The greater portion of the façade is clad in textured brick, which actually looks more refined than what the renderings show. The “loft style” windows are trimmed with austere sills and lintels at the top and bottom. Air conditioning units beneath the windows are detrimental to the look, but in this case, they are not overly obtrusive as their dark grills sort of match the metal detailing.
Despite attention to detail, the façade still comes off somewhat flat. Aside from the details listed above, the it is completely unadorned. There is no corner definition nor is there a cornice capping the flat brick surface. Simple interventions such as deeper-set windows and façade detailing would have elevated the design into the true realm of sophistication.
The southern corner will be clad in dark stone. On one hand, this gesture gives the building a focal point, breaks down the monotonous façade, and defines the street corner in an urbane fashion.

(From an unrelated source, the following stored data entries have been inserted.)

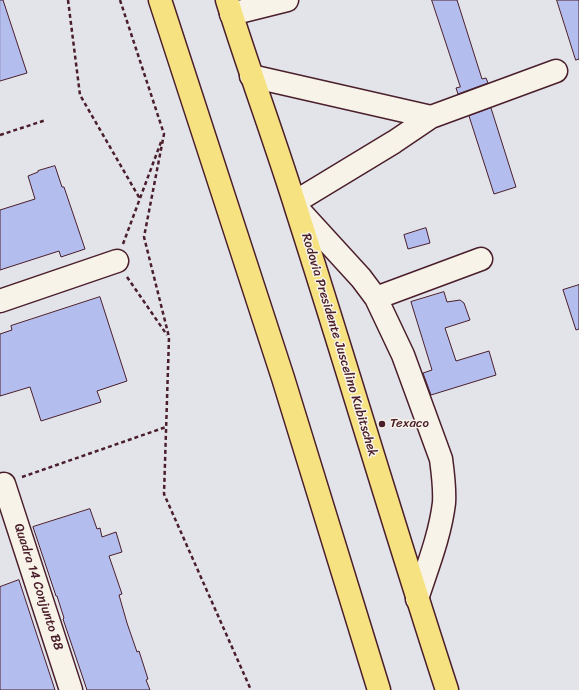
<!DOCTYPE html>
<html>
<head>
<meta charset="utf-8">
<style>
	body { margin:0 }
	canvas { display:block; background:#e3e3ea }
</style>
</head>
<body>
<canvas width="579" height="690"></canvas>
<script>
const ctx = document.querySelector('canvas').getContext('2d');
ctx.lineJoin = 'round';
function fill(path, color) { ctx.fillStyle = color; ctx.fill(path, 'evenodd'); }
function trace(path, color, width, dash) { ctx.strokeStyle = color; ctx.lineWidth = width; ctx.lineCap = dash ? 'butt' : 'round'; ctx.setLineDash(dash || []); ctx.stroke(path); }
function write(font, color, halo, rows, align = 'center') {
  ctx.font = font + ' Sriracha,sans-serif'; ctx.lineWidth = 3; ctx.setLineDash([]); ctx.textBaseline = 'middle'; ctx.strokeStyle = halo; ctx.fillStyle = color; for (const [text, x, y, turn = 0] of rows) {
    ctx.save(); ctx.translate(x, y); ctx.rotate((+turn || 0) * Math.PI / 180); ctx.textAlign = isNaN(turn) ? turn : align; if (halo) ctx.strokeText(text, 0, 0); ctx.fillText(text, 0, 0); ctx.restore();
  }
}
const building = new Path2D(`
	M 0,0 L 3,0 L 27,73 L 0,81 Z
	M 432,0 L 457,0 L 482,79 L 486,78 L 488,83 L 458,94 L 456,88 L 460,87 Z
	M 557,0 L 579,0 L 579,59 L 576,60 Z
	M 491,108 L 516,187 L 494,194 L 469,116 Z
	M 55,166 L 62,187 L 64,187 L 85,249 L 61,257 L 59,251 L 0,270 L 0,210 L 35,199 L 28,176 L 38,172 L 38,171 Z
	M 426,228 L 430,243 L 408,249 L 404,235 Z
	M 579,285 L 579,329 L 576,330 L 563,290 Z
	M 444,292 L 447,302 L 460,300 L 464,303 L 470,320 L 445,328 L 456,361 L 489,351 L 496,375 L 431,395 L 423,373 L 432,370 L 411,302 Z
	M 100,297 L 127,381 L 97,391 L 101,402 L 41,421 L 30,387 L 0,396 L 0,334 L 12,330 L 11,326 Z
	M 90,509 L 97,529 L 100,528 L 102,537 L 116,532 L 122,552 L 109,556 L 122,594 L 119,595 L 127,623 L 137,652 L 139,651 L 148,679 L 146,680 L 150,690 L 87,690 L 63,619 L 64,618 L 57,596 L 56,596 L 33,527 Z
	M 19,580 L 33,623 L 55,690 L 0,690 L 0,587 Z`);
fill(building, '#b3bdee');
trace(building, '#4a1f2b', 1);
const minor = new Path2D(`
	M 231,14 L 287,0
	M 251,76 L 431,117
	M 295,202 L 394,142 L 431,117 L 556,71
	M 297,208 L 361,278 L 376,298 L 403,355 L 441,459 C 443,474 445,488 444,503 C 440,536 427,568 417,599
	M 376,298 L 481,259
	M 0,301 L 117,261
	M 0,485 L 4,484 L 71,690`);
const highway = new Path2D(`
	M 160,0 L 283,378 L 379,690
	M 227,0 C 249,71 275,140 297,211 C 348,370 395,531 447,690`);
trace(minor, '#4a1f2b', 25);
trace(highway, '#4a1f2b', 25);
trace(new Path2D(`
	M 68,0 L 80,95 L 140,199
	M 120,0 L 164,134 L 144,237 L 169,337 L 164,494 L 251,690
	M 0,135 L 46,120
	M 123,244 L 161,142
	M 127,277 L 167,335
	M 22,477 L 166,427`), '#4a1f2b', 2.5, [4, 3]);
trace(minor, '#f7f3e8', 22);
trace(highway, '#f7e281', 22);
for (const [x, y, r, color] of [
	[382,424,4,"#4a1f2b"]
]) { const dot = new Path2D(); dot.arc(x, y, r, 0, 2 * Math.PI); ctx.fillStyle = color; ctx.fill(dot); trace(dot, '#f7f3e8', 1.5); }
write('13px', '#4a1f2b', '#f7f3e8', [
	["Rodovia Presidente Juscelino Kubitschek",339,345,73],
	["Quadra 14 Conjunto B8",38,587,72]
]);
write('13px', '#4a1f2b', '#f7f3e8', [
	["Texaco",390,424]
], 'left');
</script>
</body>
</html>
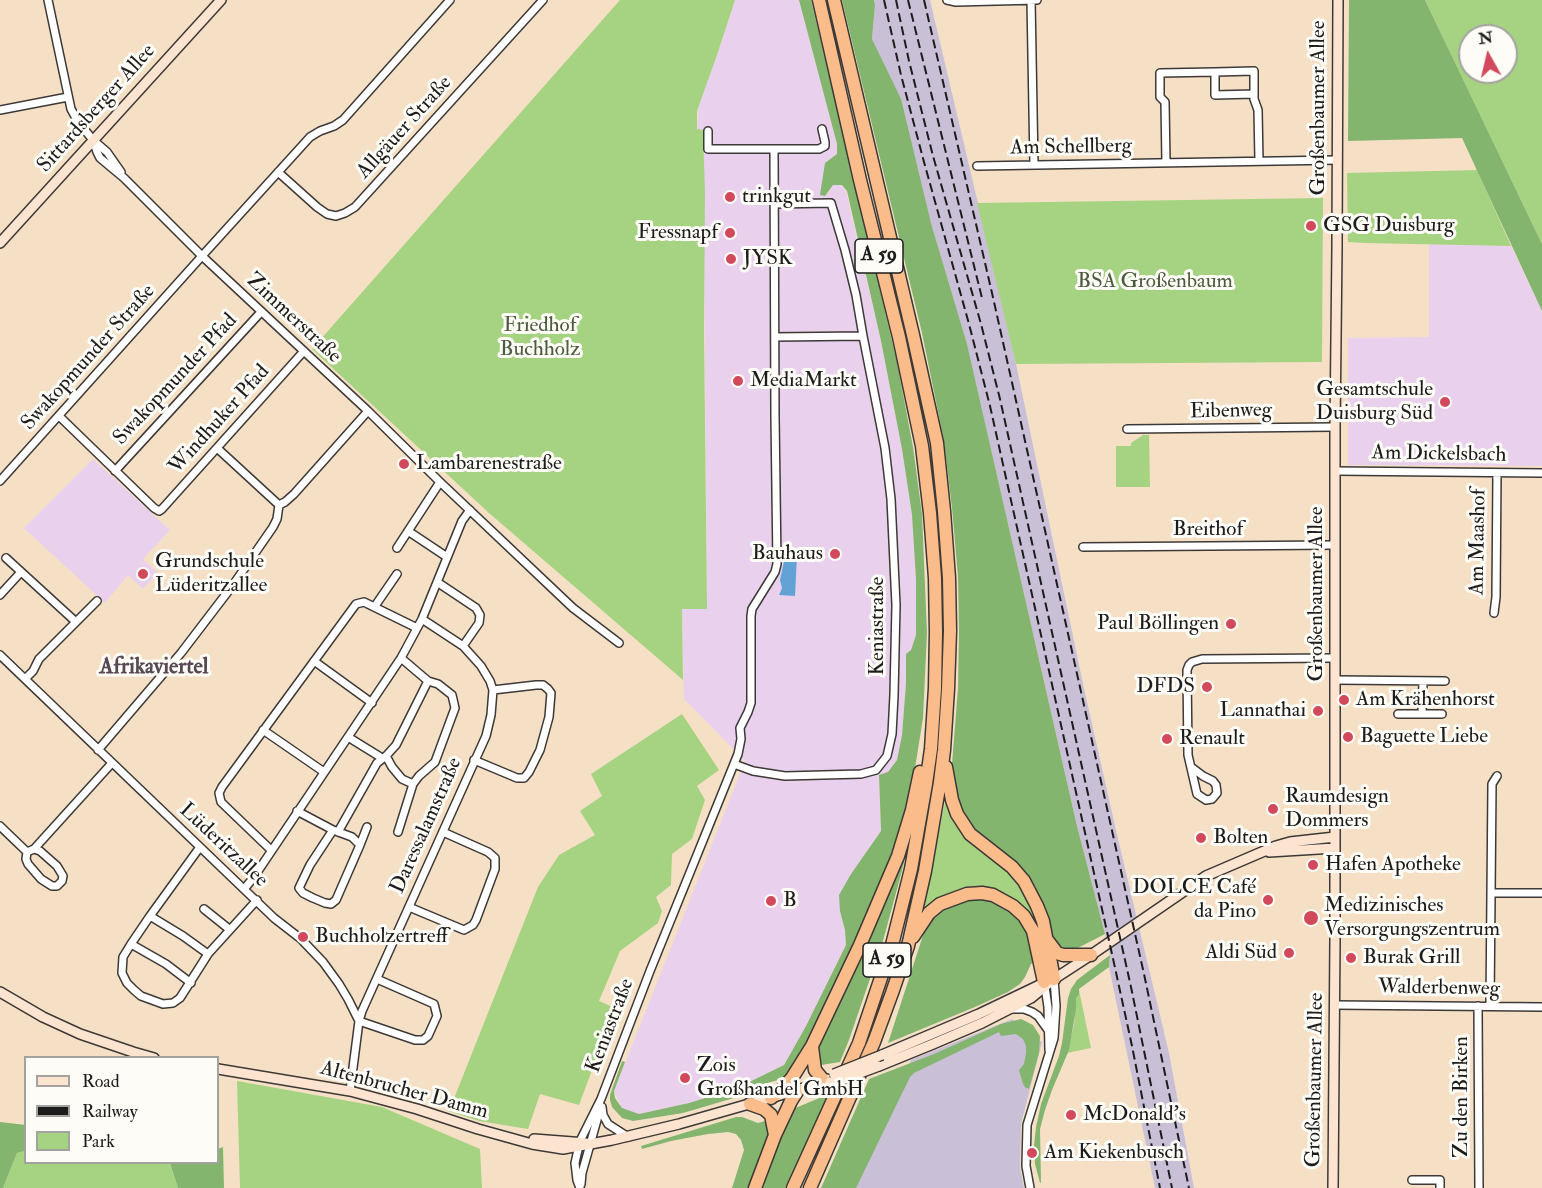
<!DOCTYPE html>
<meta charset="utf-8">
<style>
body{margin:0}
#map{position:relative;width:1542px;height:1188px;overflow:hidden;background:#f5e0c6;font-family:"IM FELL Double Pica",serif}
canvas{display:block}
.legend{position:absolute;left:24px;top:1056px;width:195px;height:108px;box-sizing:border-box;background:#fdfcf7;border:2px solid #a3a29f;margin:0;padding:8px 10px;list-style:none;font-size:18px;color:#1c1c1c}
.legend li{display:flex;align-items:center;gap:12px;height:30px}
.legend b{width:30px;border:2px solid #a3a29f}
.north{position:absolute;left:1458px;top:24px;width:60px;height:60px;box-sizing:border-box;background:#fdfcf7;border:2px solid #a3a29f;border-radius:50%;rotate:352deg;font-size:16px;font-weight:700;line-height:24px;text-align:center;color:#1c1c1c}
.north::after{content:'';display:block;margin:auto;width:21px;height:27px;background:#d1495b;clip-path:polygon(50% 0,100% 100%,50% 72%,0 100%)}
</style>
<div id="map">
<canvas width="1542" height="1188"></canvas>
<ul class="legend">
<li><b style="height:8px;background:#fde4d0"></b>Road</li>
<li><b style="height:8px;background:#1c1c1c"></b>Railway</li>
<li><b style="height:16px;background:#a6d381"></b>Park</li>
</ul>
<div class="north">N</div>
</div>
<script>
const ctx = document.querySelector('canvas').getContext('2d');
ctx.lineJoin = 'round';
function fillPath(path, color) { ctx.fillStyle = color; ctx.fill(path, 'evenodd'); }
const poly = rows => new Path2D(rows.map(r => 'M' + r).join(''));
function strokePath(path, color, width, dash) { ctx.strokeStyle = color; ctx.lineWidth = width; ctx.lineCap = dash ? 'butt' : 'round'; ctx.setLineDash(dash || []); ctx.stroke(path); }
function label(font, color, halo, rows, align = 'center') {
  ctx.font = font + ' "IM FELL Double Pica",serif'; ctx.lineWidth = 6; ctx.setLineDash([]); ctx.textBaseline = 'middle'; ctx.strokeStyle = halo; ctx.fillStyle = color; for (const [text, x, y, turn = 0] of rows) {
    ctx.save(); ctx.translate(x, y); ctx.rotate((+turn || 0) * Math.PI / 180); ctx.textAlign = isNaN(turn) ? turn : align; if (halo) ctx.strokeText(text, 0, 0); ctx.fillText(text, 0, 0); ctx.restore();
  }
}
fillPath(poly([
 [735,0,799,0,837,144,837,154,826,196,833,185,842,185,846,191,881,341,902,449,912,515,916,579,916,635,911,650,906,654,906,683,902,735,897,760,888,772,879,776,881,831,851,874,840,911,845,930,846,945,806,1026,784,1065,737,1088,689,1103,639,1114,622,1108,614,1091,745,761,684,699,682,609,707,608,703,130,697,130,699,102,717,55],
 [1429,244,1511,246,1542,311,1542,466,1348,465,1348,338,1429,337],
 [93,459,170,530,143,559,158,573,143,589,128,575,105,603,24,528]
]), '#e9d1ed');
fillPath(poly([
 [874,0,930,0,1016,364,1083,684,1118,839,1169,1053,1194,1188,1155,1188,1109,967,1110,955,1105,934,1077,826,967,345,931,223,872,39,875,5],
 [1012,1019,1042,1042,1021,1124,1020,1167,1024,1188,852,1188,911,1060]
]), '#c9bfd7');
fillPath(poly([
 [620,0,735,0,717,55,697,111,697,129,703,130,705,193,704,330,707,609,682,609,683,680,489,513,312,349],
 [1425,0,1542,0,1542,244],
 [1470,36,1506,36,1506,72,1470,72],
 [1477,170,1511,246,1365,243,1348,242,1347,173],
 [1323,198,1322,362,1016,364,977,203],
 [1143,435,1149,435,1150,487,1116,487,1116,446,1131,446,1131,443],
 [682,714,719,770,697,786,705,800,692,839,672,854,671,885,656,897,662,911,658,923,620,951,599,1001,615,1008,579,1105,540,1094,528,1129,479,1121,449,1111,538,887,559,855,595,835,580,811,602,796,591,774],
 [946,796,1020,883,1034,907,1040,928,923,915],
 [1079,990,1091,1048,1067,1053,1074,1025,1076,998],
 [237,1081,382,1107,480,1149,482,1188,240,1188],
 [25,1151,26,1162,170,1163,178,1188,3,1188,17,1153]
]), '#a6d381');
fillPath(poly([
 [799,0,811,0,897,362,913,447,922,514,927,633,923,718,916,762,908,808,895,855,809,1042,785,1078,764,1084,751,1093,683,1113,633,1121,622,1118,612,1107,610,1100,610,1095,622,1061,625,1062,614,1091,615,1098,622,1108,639,1114,689,1103,737,1088,784,1065,806,1026,846,945,845,930,840,911,839,895,851,874,881,831,879,775,888,772,897,760,902,735,906,683,906,654,911,650,916,635,916,579,912,515,902,449,881,341,847,191,842,185,833,185,825,196,820,195,825,163,837,154,837,144],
 [842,0,874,0,875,5,872,39,901,99,931,223,967,344,1077,826,1105,934,1070,952,1064,952,1051,939,1043,903,1028,878,973,831,960,813,952,781,952,764,958,688,959,631,958,577,952,508,944,441,922,333],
 [1349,0,1425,0,1542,244,1542,311,1462,138,1348,141],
 [910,832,903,867,883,941,849,1040,840,1062,821,1065,817,1063,819,1047,865,948],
 [991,899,1009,910,1020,919,1027,932,1034,962,1031,964,1025,977,1020,984,1008,992,975,1007,888,1043,926,926,931,916,955,900],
 [1110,955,1109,967,1079,989,1079,994,1076,998,1076,1009,1069,1050,1052,1090,1045,1110,1040,1129,1041,1182,1040,1183,1035,1164,1034,1146,1036,1127,1041,1104,1059,1056,1062,1043,1068,998,1071,989,1077,980],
 [1021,1019,1033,1025,1040,1036,1039,1053,1029,1089,1025,1087,1023,1084,1019,1070,1024,1064,1026,1053,1026,1046,1023,1039,1016,1034,1001,1036,999,1032,914,1073,910,1077,856,1188,821,1188,869,1079,934,1054,1001,1024],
 [829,1094,785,1188,760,1188,778,1137,793,1109],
 [736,1117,742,1117,758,1123,769,1120,772,1126,752,1188,732,1188,744,1150,741,1140,736,1134,728,1132,708,1134,671,1141,642,1149,641,1146],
 [0,1122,26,1125,25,1151,17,1153,3,1188,0,1188],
 [223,1147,224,1188,178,1188,170,1163,218,1162,218,1149]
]), '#84b56f');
fillPath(poly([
 [797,555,795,596,779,595,782,588,780,580,784,561,790,556]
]), '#62a2d5');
const minor = poly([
 [48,0,71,109,76,118,84,129,93,140,107,152,121,172],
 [947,0,956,2,1037,0],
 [1031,0,1034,165],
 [1215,72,1215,95,1254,94],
 [0,110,68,97],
 [708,131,708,149,819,149,825,146,825,142,822,129],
 [93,140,97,152,100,158,124,178,202,256,368,411,440,482,573,608,619,643],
 [1166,163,1165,102,1160,97,1160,73,1215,72,1254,71,1254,99,1258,110,1259,161],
 [977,166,1337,160],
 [278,172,317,207,327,214,336,216,345,213,355,207,543,0],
 [774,204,831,203,845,250,856,295,863,336],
 [59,416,154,508,159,511,162,509,304,351],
 [1127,429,1335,427],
 [217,448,279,505],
 [115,471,261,312],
 [1335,471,1542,473],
 [0,481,202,256,310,137,320,131,334,126,343,120,450,0],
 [408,531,447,557],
 [1083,547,1335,545],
 [397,548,440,482],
 [6,558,76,622,39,659,33,671,25,679],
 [437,582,476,608,480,615,479,623,463,646],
 [0,595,21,572],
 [375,606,397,574],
 [1494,613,1496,597,1497,473],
 [76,622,97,601],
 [0,655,274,918,301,939,323,962,339,984,348,999,359,1021],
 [401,658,428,681],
 [314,661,372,703],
 [1335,680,1445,681],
 [1423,681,1422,714,1442,714],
 [1398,714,1422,714],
 [263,730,324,772],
 [348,737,382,758],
 [98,750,181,653,233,585,273,527,277,519,279,505,285,502,294,494,368,411],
 [386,756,392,767,402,779,413,784],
 [474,760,517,778,524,778,529,772,540,750,549,717,551,693,548,689,543,685,536,685,493,690],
 [734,764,753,771,785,776,861,774,876,770,887,756,892,734,894,695,896,605,891,499,885,448,863,336,775,337],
 [1191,767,1203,776,1213,781,1216,785,1217,793,1212,799,1206,800,1197,794,1188,755,1187,670,1189,665,1192,662,1202,659,1335,658],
 [297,811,333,830,310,865,299,888,303,893,313,898,325,903,331,904,336,900,360,845,352,837,333,830],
 [0,826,27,852],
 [338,832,377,763,386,756,396,745,428,681,438,684,452,695,455,708,435,762,419,776,413,784,398,832],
 [360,845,367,827],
 [200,847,150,916,131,944,123,957,122,973,127,983,134,990,141,996,163,1004,173,1003,180,998,208,954,257,900],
 [34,849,112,763],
 [34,849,40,851,57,866,63,876,62,881,57,886,52,886,41,879,28,864,26,859,27,852,34,849],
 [271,850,221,802,219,793,222,787,356,604,364,602,417,628],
 [245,888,254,877,401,658,422,619,462,521,470,510],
 [1492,893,1542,893],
 [409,907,464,930,473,925,476,920,495,869,495,858,488,852,443,832],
 [204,909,229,929],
 [150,916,183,936,208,954],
 [131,944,166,964,191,983],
 [1045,987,1048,1007,1049,1050],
 [1335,1005,1542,1007],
 [1478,1006,1479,1188],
 [1490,1006,1492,784,1497,776],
 [1011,1009,1024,1009,1032,1012,1038,1016,1048,1030],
 [359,1021,415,1040,423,1040,428,1036,437,1016,434,1004,377,979],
 [350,1091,359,1021,362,1011,486,736,491,715,493,690,490,681,481,666,463,646,422,619],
 [602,1107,603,1115,608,1124,628,1137],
 [1412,1180,1440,1180,1440,1188],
 [581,1184,582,1173,597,1120,600,1105],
 [580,1188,577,1180,575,1163,580,1141,601,1099,650,971,738,754,741,739,740,728,748,712,751,703,751,616,752,609,775,572,777,564,775,416,774,149],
 [1030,1188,1026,1166,1027,1125,1054,1038,1056,1006,1054,979]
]);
const secondary = poly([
 [0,243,221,0],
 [1269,852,1335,848],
 [0,992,43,1017,80,1034,133,1052,154,1058],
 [882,1055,979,1014,1046,982],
 [879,1066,933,1044,982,1023,1031,998,1054,979,1091,955,1206,876,1276,846,1290,842,1335,837],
 [218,1069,350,1091,417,1109,478,1129,532,1144,563,1149,612,1140,679,1124,798,1090,827,1079],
 [534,1139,586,1143],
 [1333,1188,1335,939,1335,427,1337,248,1338,0]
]);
const motorway = poly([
 [946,767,952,800,957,814,970,834,1012,867,1024,881,1037,906,1043,921,1054,979],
 [913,937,929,913,940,904,967,894,982,893,993,895,1013,906,1024,916,1033,931,1044,982],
 [1048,941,1057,953,1063,955,1091,955],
 [812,1047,815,1070,824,1081],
 [771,1098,783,1088,792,1078,812,1046,860,945,898,856,912,810,920,772],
 [750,1104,764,1109,771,1115,775,1135],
 [755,1188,775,1135,791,1101,798,1090],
 [793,1188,859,1043,892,945,911,869,926,784,931,749,935,688,936,632,935,578,930,513,922,446,899,337,860,180,819,0],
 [810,1188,874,1042,892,993,908,946,925,871,940,782,944,750,948,689,950,631,949,578,944,511,937,443,913,335,834,0]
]);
strokePath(minor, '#3d3936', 10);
strokePath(secondary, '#3d3936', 12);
strokePath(motorway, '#3d3936', 15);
strokePath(minor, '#fff', 7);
strokePath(secondary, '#fde4d0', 9);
strokePath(motorway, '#f9bc8a', 12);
strokePath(poly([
 [884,0,901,75,924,162,969,324,990,406,1112,954,1132,1046,1160,1188],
 [896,0,909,61,933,156,981,324,1000,399,1131,987,1172,1188],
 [908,0,982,298],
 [924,0,992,293,1144,974,1189,1188]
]), '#1c1c1c', 2, [9, 4.5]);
const secondaryBridge = poly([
 [834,1074,882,1055],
 [830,1082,839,1081,879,1066]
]);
strokePath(secondaryBridge, '#3d3936', 12, []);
strokePath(secondaryBridge, '#fde4d0', 9);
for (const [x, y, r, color] of [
 [730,197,6,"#d1495b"],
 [1311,226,6,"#d1495b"],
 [730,233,6,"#d1495b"],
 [731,259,6,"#d1495b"],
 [738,381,6,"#d1495b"],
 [1445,402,6,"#d1495b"],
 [404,464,6,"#d1495b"],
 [835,554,6,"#d1495b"],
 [143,574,6,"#d1495b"],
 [1231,624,6,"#d1495b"],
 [1207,687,6,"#d1495b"],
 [1344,700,6,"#d1495b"],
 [1318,711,6,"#d1495b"],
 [1348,737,6,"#d1495b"],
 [1167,739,6,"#d1495b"],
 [1273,809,6,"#d1495b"],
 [1201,838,6,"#d1495b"],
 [1313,865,6,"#d1495b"],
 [1268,900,6,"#d1495b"],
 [771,901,6,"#d1495b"],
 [1311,918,8,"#d1495b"],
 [303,937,6,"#d1495b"],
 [1289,953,6,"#d1495b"],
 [1351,958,6,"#d1495b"],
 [685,1078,6,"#d1495b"],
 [1071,1115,6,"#d1495b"],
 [1032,1153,6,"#d1495b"]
]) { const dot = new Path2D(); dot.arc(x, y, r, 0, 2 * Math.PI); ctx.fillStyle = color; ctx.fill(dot); strokePath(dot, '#fdfcf7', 2); }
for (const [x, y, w] of [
 [879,256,48],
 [887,960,48]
]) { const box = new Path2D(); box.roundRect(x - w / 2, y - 17, w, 34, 4.5); ctx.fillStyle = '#fdfcf7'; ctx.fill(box); strokePath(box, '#1c1c1c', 1.5); }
label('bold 20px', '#1c1c1c', null, [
 ["A 59",879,256],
 ["A 59",887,960]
]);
label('21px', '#1c1c1c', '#fdfcf7', [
 ["Großenbaumer Allee",1319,108,-90],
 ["Sittardsberger Allee",97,109,-48],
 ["Allgäuer Straße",405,128,-48],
 ["Am Schellberg",1071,148,-1],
 ["Zimmerstraße",293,319,43],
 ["Swakopmunder Straße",89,358,-48],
 ["Swakopmunder Pfad",176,380,-47],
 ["Eibenweg",1231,412,-1],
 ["Windhuker Pfad",220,420,-48],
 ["Am Dickelsbach",1439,455,1],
 ["Breithof",1208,530],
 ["Am Maashof",1479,542,-89],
 ["Großenbaumer Allee",1317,594,-90],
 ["Keniastraße",878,626,-90],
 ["Daressalamstraße",427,826,-66],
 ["Lüderitzallee",223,846,43],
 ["Walderbenweg",1439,989,1],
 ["Keniastraße",611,1026,-69],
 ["Großenbaumer Allee",1316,1080,-89],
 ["Altenbrucher Damm",404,1091,15],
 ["Zu den Birken",1462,1097,-90]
]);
label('21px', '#1c1c1c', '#fdfcf7', [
 ["trinkgut",742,197],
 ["GSG Duisburg",1323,226],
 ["Fressnapf",718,233,"right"],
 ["JYSK",743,259],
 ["MediaMarkt",750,381],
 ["Gesamtschule",1433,390,"right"],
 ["Duisburg Süd",1433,414,"right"],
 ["Lambarenestraße",416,464],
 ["Bauhaus",823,554,"right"],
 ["Grundschule",155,562],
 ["Lüderitzallee",155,586],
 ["Paul Böllingen",1219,624,"right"],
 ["DFDS",1195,687,"right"],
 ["Am Krähenhorst",1356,700],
 ["Lannathai",1306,711,"right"],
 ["Baguette Liebe",1360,737],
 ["Renault",1179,739],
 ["Raumdesign",1285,797],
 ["Dommers",1285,821],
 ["Bolten",1213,838],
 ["Hafen Apotheke",1325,865],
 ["DOLCE Café",1256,888,"right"],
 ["da Pino",1256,912,"right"],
 ["B",783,901],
 ["Medizinisches",1324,906],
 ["Versorgungszentrum",1324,930],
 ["Buchholzertreff",315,937],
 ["Aldi Süd",1277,953,"right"],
 ["Burak Grill",1363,958],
 ["Zois",697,1066],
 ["Großhandel GmbH",697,1090],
 ["McDonald's",1083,1115],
 ["Am Kiekenbusch",1044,1153]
], 'left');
label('21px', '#4c5c3f', '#fdfcf7', [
 ["BSA Großenbaum",1155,282],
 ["Friedhof",540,326],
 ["Buchholz",540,350]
]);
label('bold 22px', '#574853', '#fdfcf7', [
 ["Afrikaviertel",154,668]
]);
</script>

On the other, it clashes with the factory loft aesthetic that is heavily used in its design and marketing, making the composition somewhat schizophrenic. Does it want to be an industrial loft or a stately high-rise mansion? In either case, textured stone is almost universally a positive feature on any building’s exterior and a welcome departure from the all-too-common glass, exposed concrete, metal panels, and stucco.
While the building’s textures play well from up close, it looks more budget-oriented when viewed from farther away. The texture of its materials disappears at a distance and the building starts to look increasingly like a plain box with a niche setback at the top. Fortunately, this will not be an issue for long since the building will soon be obstructed from just about all directions. The 42-story Linc LIC, built in 2013, towers across 43rd Avenue to the south.
Across Crescent Street to the east, similarly sized 25-21 43rd Avenue is already reaching ground level.
38 Crescent Street will block whatever is not obstructed by the elevated Ed Koch Queensboro Bridge ramp directly north.
The bridge ramp is far and away its least pleasant neighbor, so the building addresses it with a largely blank wall. At the street level, it may be romanticized as a remnant of the industrial aesthetic, a grimy bit of old school urbanity slicing through the neighborhood.
The designers conveniently chose to ignore the feature in renderings by digitally replacing it with a non-existent loft style building, which, interestingly enough, looks better than Factory House itself and features many elements that the actual project sorely needs (ornamental corniche, facade articulation, etc).
The less-than-scenic neighbor is more difficult to ignore at the second floor terrace, which is fenced in with a full-floor height brick and wooden fence, with a green hedge in front of the brick portion. Coupled with a green lawn, the roof deck takes on a distinct backyard ambience. Private rooftop terraces at the top of the building are better situated. Scenic vistas of Hunters Point and Midtown Manhattan open to the west, at least until other projects next door inevitably enter Long Island City’s race for the sky.